Investors love Facebook for several reasons. First, its growth has been phenomenal. Precisely, its annual revenue has grown from just $3.7bn in 2011 to more than $85bn in 2020. Analysts expect this revenue to rise to more than $265bn in 2029. In the same period, its net profit has jumped from $1bn to more than $29bn.
This growth has happened because of the general increase in its daily and active members. Also, its acquisition of Instagram and the launch of Messenger has helped to accelerate this surge.
Meanwhile, more companies have shifted to online marketing to achieve this growth. In fact, Facebook surprised many when it reported strong earnings in the third quarter even after going through a boycott by some of its biggest advertisers.
Second, Facebook has a strong balance sheet with more than $61bn in cash and no debt. This is important because the company can use some of this cash to buy back its stock. Also, it can use it to fund any acquisition, as well as to fund research and development.
Third, the company has a substantial market share in its industries. For example, Facebook is the biggest social media platform with billions of users. WhatsApp is the biggest messaging platform while Instagram is the biggest player in image sharing. Therefore, this moat is extremely difficult to penetrate.
Finally, Facebook has strong margins that have a path for growth. It has a gross margin of about 81 per cent and a net profit margin of about 32 per cent. As the company grows, it will have room to expand this margin.
Facebook share analysis: where to next for the stock?
Analysts are generally optimistic about Facebook and its future. Data compiled by MarketBeat shows that most analysts have a buy or overweight position on the company.
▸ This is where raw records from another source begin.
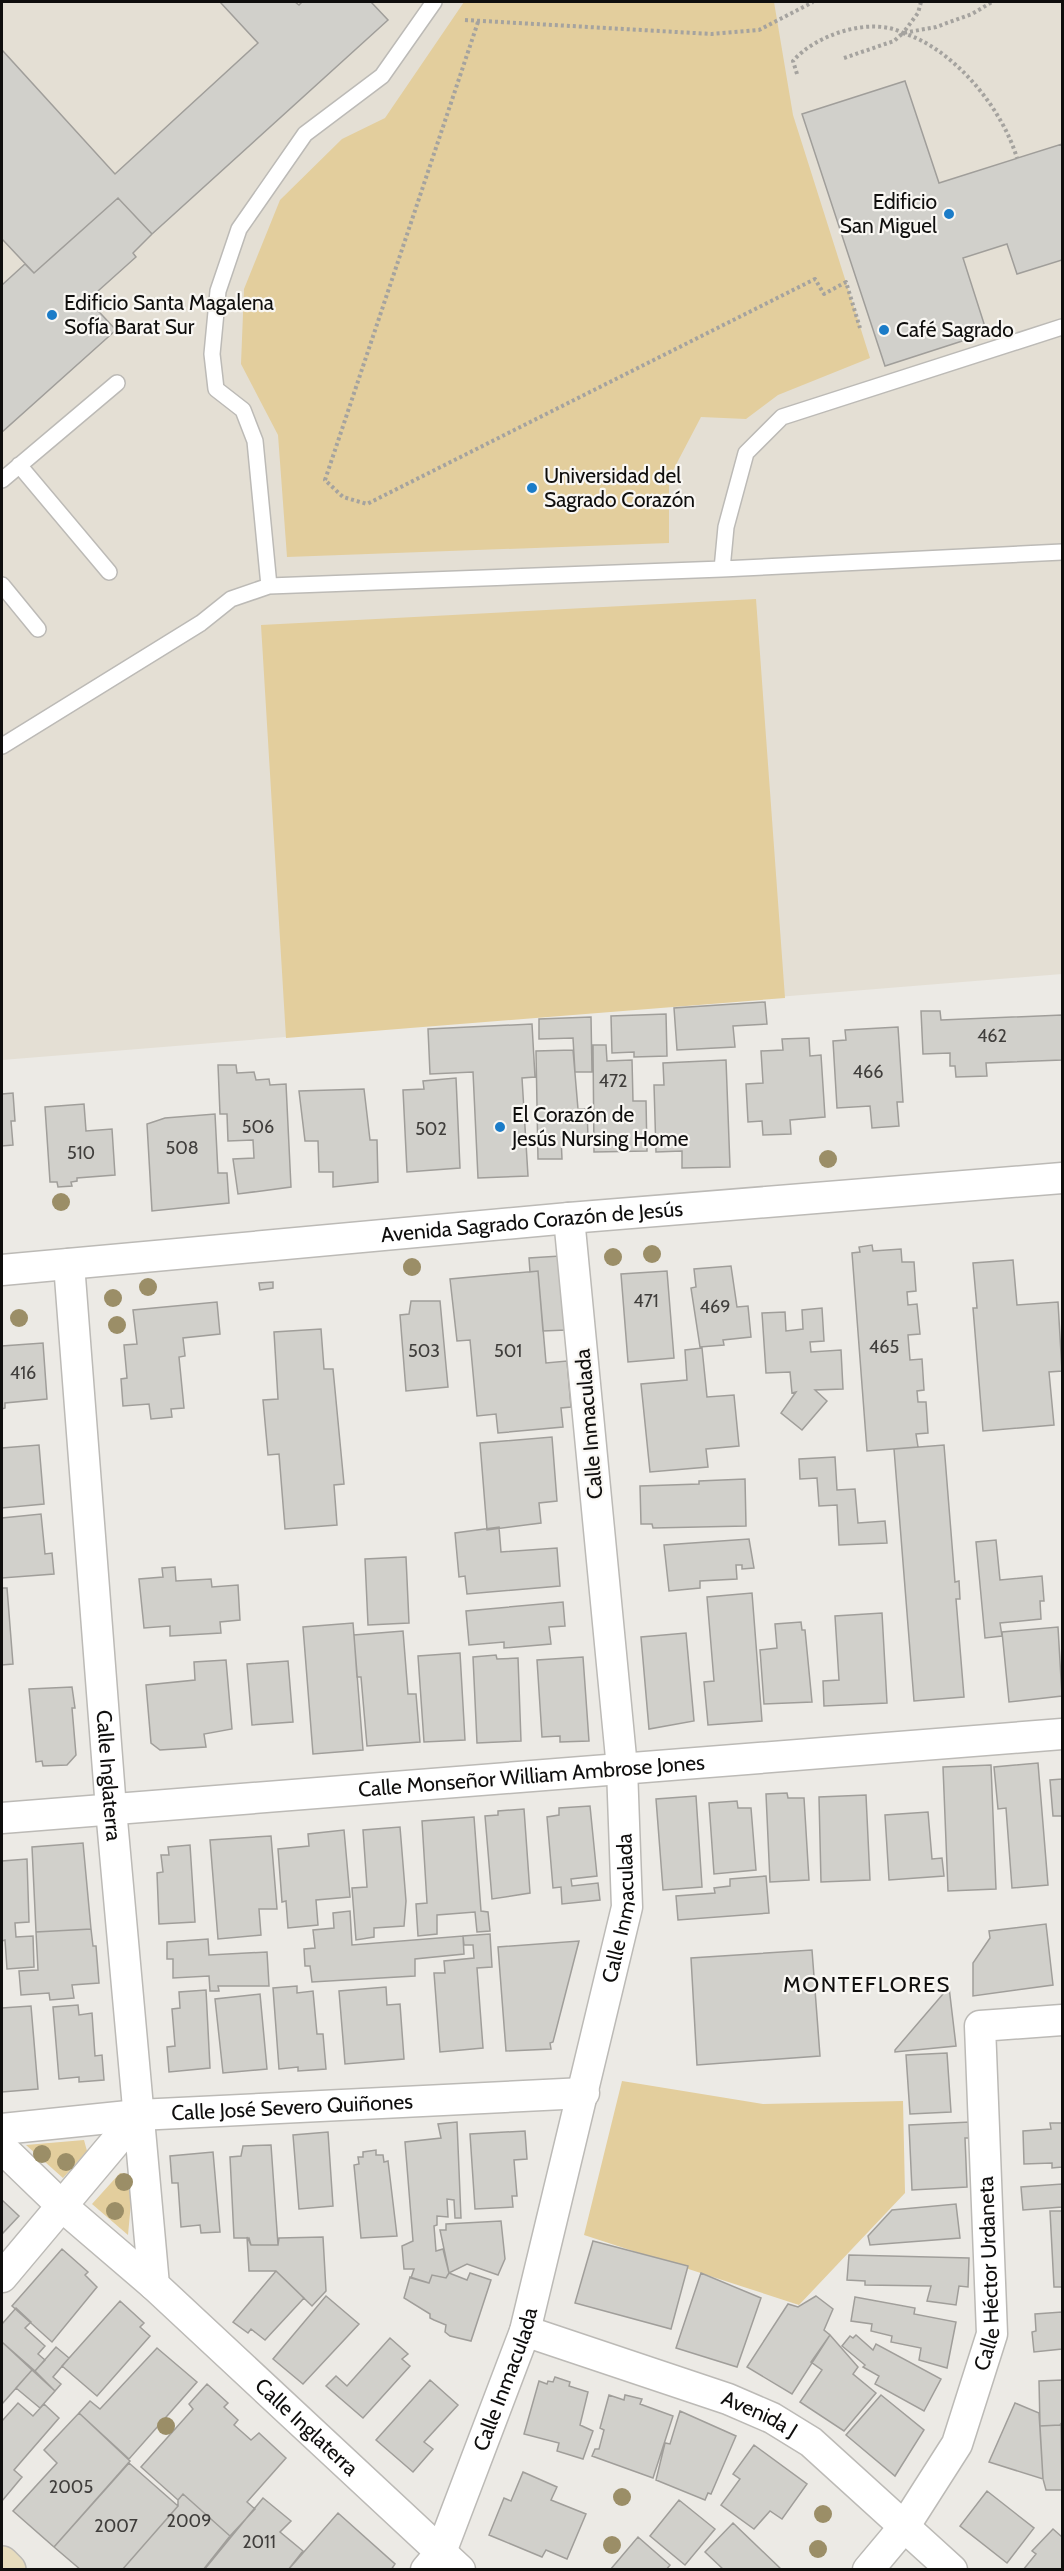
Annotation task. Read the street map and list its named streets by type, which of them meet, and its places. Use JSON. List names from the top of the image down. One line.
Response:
{"streets":{"street":["Avenida Sagrado Corazón de Jesús","Calle Inmaculada","Calle Inglaterra","Calle Monseñor William Ambrose Jones","Calle José Severo Quiñones","Calle Héctor Urdaneta","Avenida J"]},"crossings":[["Avenida Sagrado Corazón de Jesús","Calle Inmaculada"],["Avenida Sagrado Corazón de Jesús","Calle Inglaterra"],["Calle Inmaculada","Calle Inglaterra"],["Calle Inmaculada","Calle Monseñor William Ambrose Jones"],["Calle Inmaculada","Calle José Severo Quiñones"],["Calle Inmaculada","Avenida J"],["Calle Inglaterra","Calle Monseñor William Ambrose Jones"],["Calle Inglaterra","Calle José Severo Quiñones"],["Calle Héctor Urdaneta","Avenida J"]],"districts":["MONTEFLORES"],"places":["Edificio San Miguel","Edificio Santa Magalena Sofía Barat Sur","Café Sagrado","Universidad del Sagrado Corazón","El Corazón de Jesús Nursing Home"],"house_numbers":["462","466","472","506","502","508","510","471","469","465","503","501","416","2005","2009","2007","2011"]}
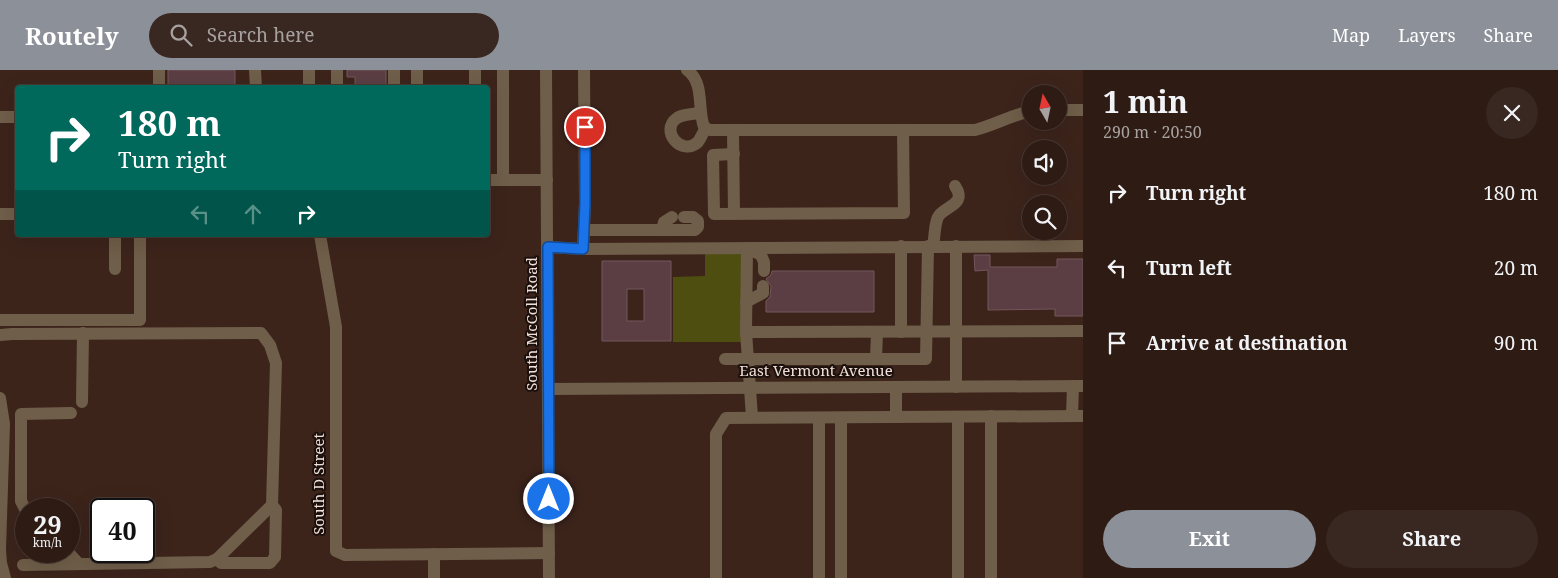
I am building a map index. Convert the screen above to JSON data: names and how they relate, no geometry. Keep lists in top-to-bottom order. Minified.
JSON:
{"streets":{"street":["South McColl Road","East Vermont Avenue","South D Street"]},"crossings":[["South McColl Road","East Vermont Avenue"],["South McColl Road","South D Street"]],"north":"top","page":{"header":"Routely","search":"Search here","nav":["Map","Layers","Share"],"heading":["1 min","290 m · 20:50"],"turn":["180 m","Turn right"],"list":[{"name":"Turn right","value":"180 m"},{"name":"Turn left","value":"20 m"},{"name":"Arrive at destination","value":"90 m"}],"speed":"29 km/h","limit":"40","buttons":["Exit","Share"]}}
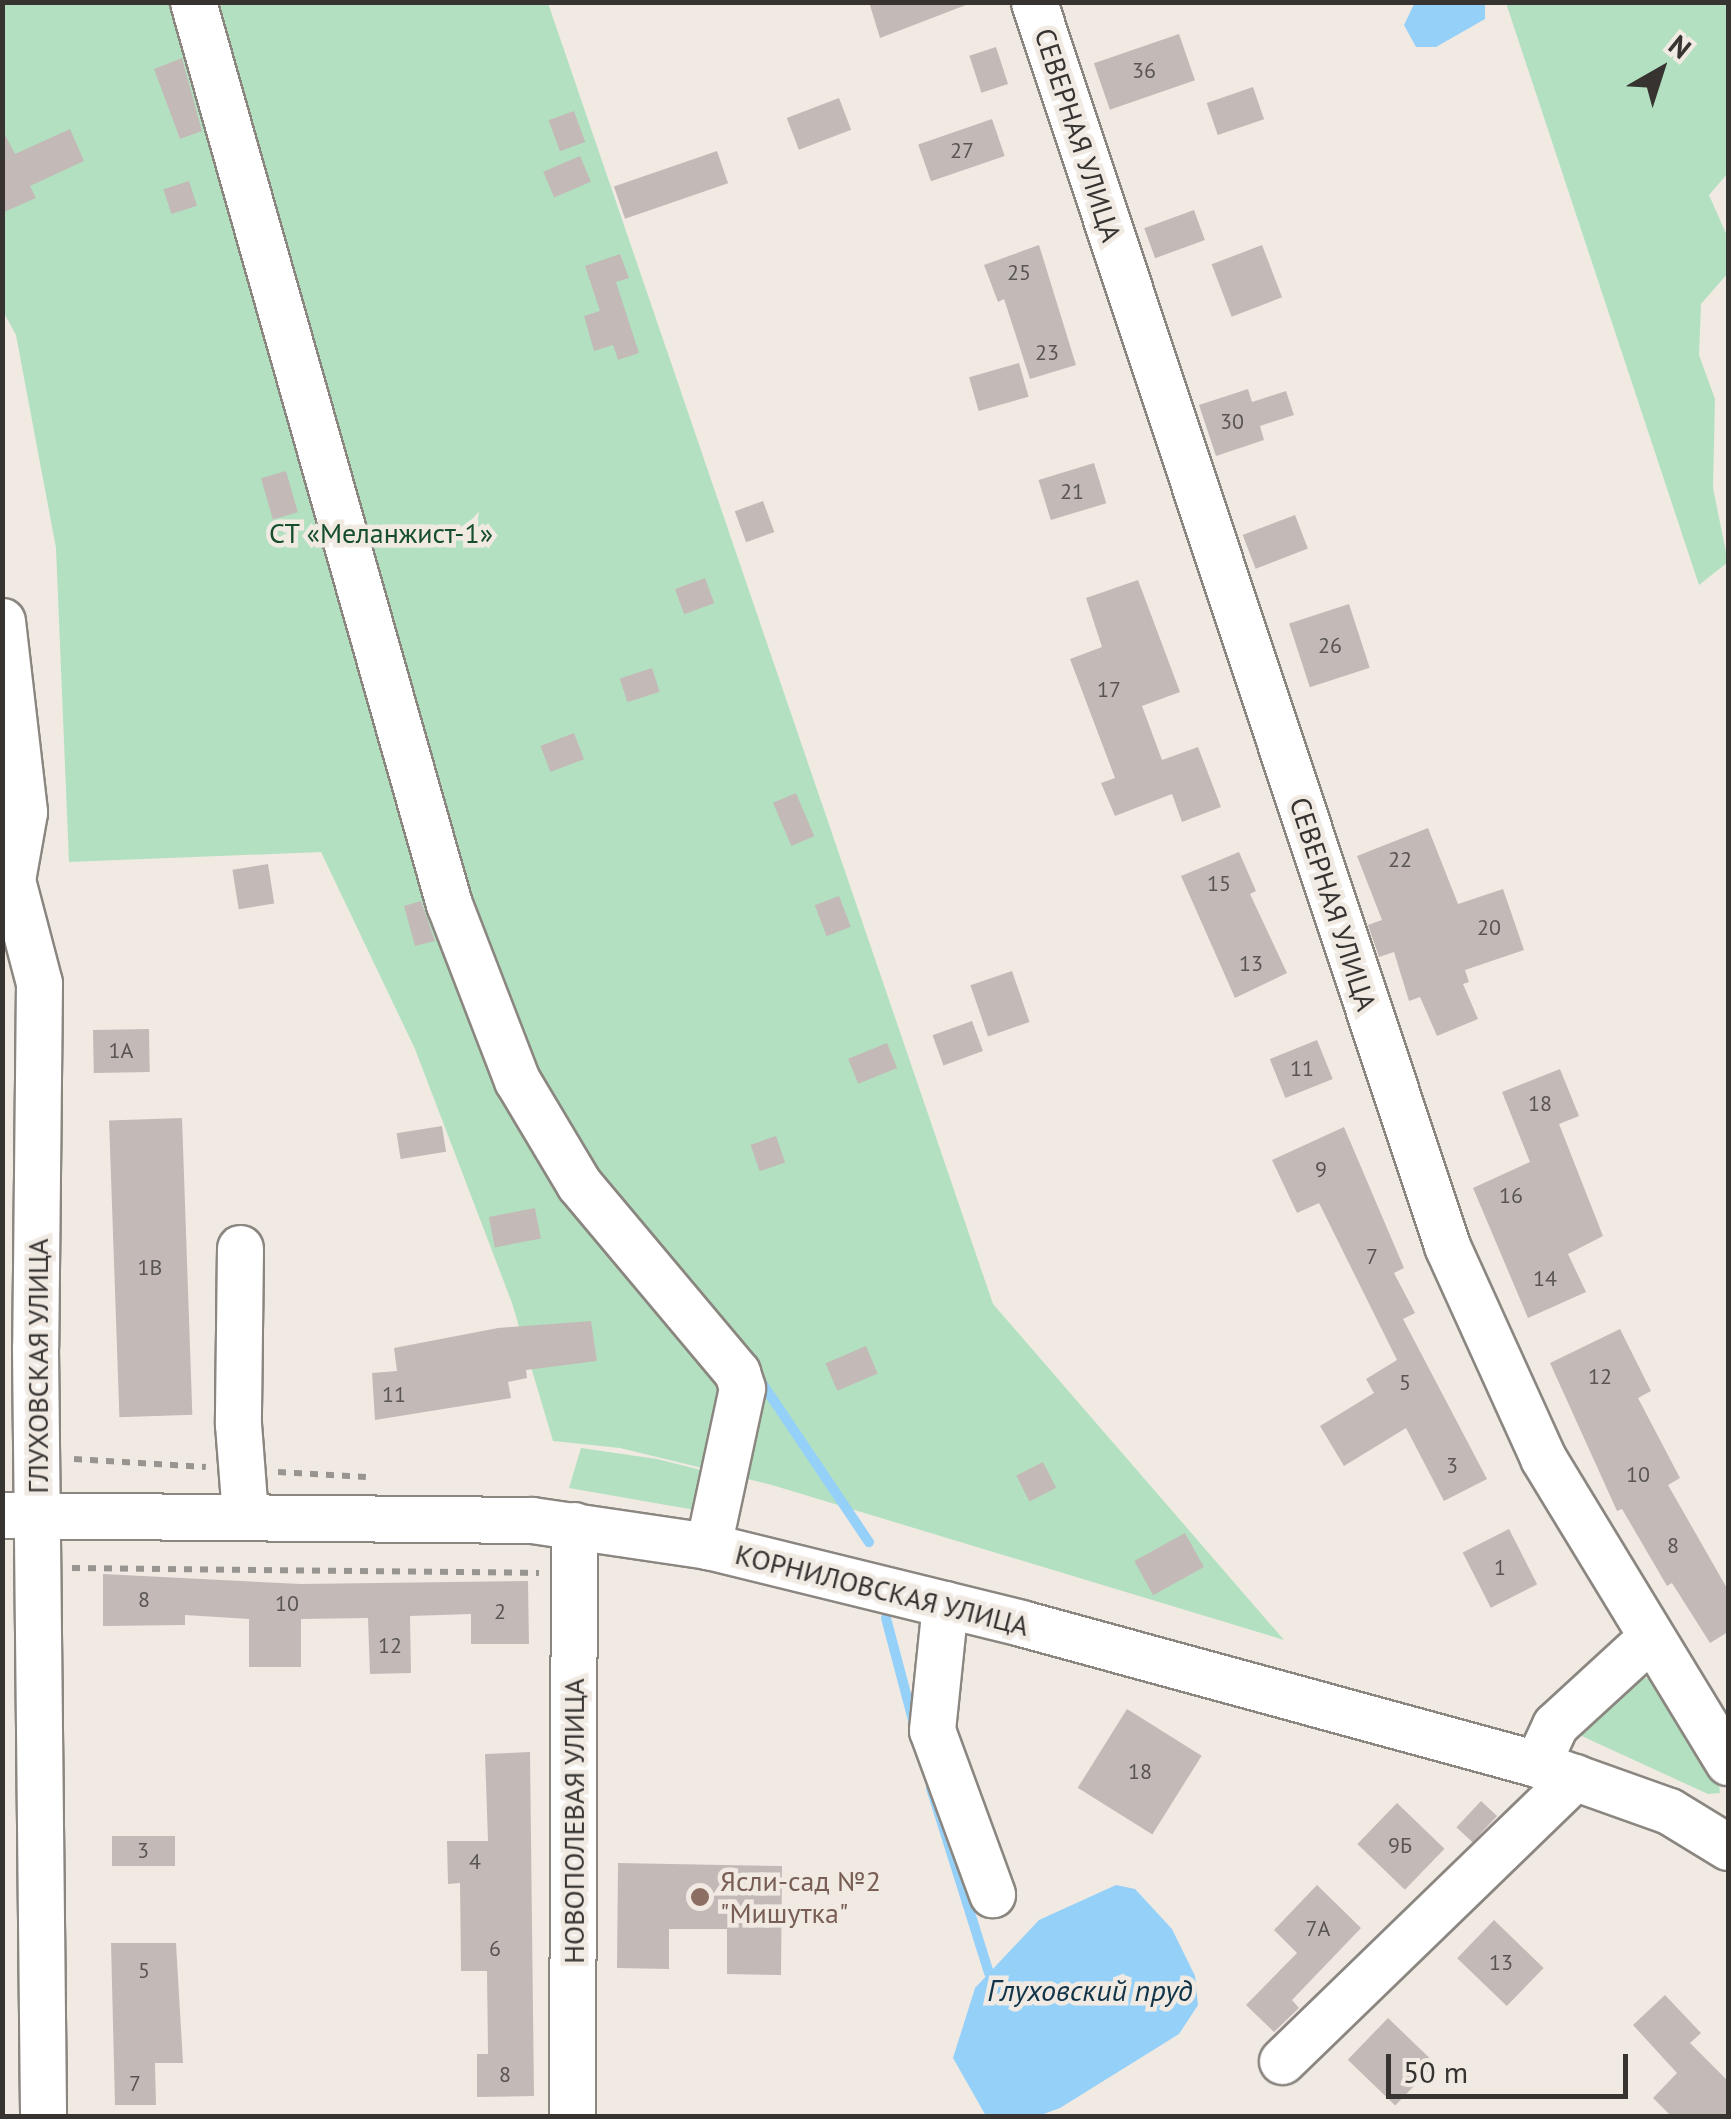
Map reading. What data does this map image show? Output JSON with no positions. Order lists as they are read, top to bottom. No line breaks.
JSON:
{"streets":{"street":["СЕВЕРНАЯ УЛИЦА","ГЛУХОВСКАЯ УЛИЦА","КОРНИЛОВСКАЯ УЛИЦА","НОВОПОЛЕВАЯ УЛИЦА"]},"crossings":[["ГЛУХОВСКАЯ УЛИЦА","КОРНИЛОВСКАЯ УЛИЦА"],["КОРНИЛОВСКАЯ УЛИЦА","НОВОПОЛЕВАЯ УЛИЦА"]],"water":["Глуховский пруд"],"parks":["СТ «Меланжист-1»"],"places":["Ясли-сад №2 \"Мишутка\""],"house_numbers":["36","27","25","23","30","21","26","17","22","15","20","13","1А","11","18","9","16","7","1В","14","12","5","11","3","10","8","1","8","10","2","12","18","9Б","3","4","7А","6","13","5","8","7"],"scale_bar":"50 m","north":"top right"}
In their most recent FB stock analysis, experts at Wedbush increased their forecast from $320 to $375. This represents a 35 per cent uptick from the current level. Other analysts bullish on the stock are from BMO, Evercore ISI, KeyCorp and Raymond James.
WalletInvestor, an online forecasting service, estimates that the stock will end 2021 at $329, which is about 20 per cent above the current level.
Facebook technical outlook
We have looked at some of the latest Facebook stock news and analysis. In the longer-term chart, the share price has been on a strong upward momentum. However, this trend has hit a strong resistance at around the $307 level. In the past few weeks, it has remained between $307 and $245, where it has formed a bullish flag pattern. Therefore, in the near term, the shares will likely break out higher. This prediction will be confirmed when it crosses the all-time high of $307.
Facebook is an American success story that is currently facing intense pressure. Still, the company has a best-in-class management team, remarkable revenue growth, a strong moat in its industry and is aggressively buying back its stock. Therefore, the company will likely continue rising in the long-term.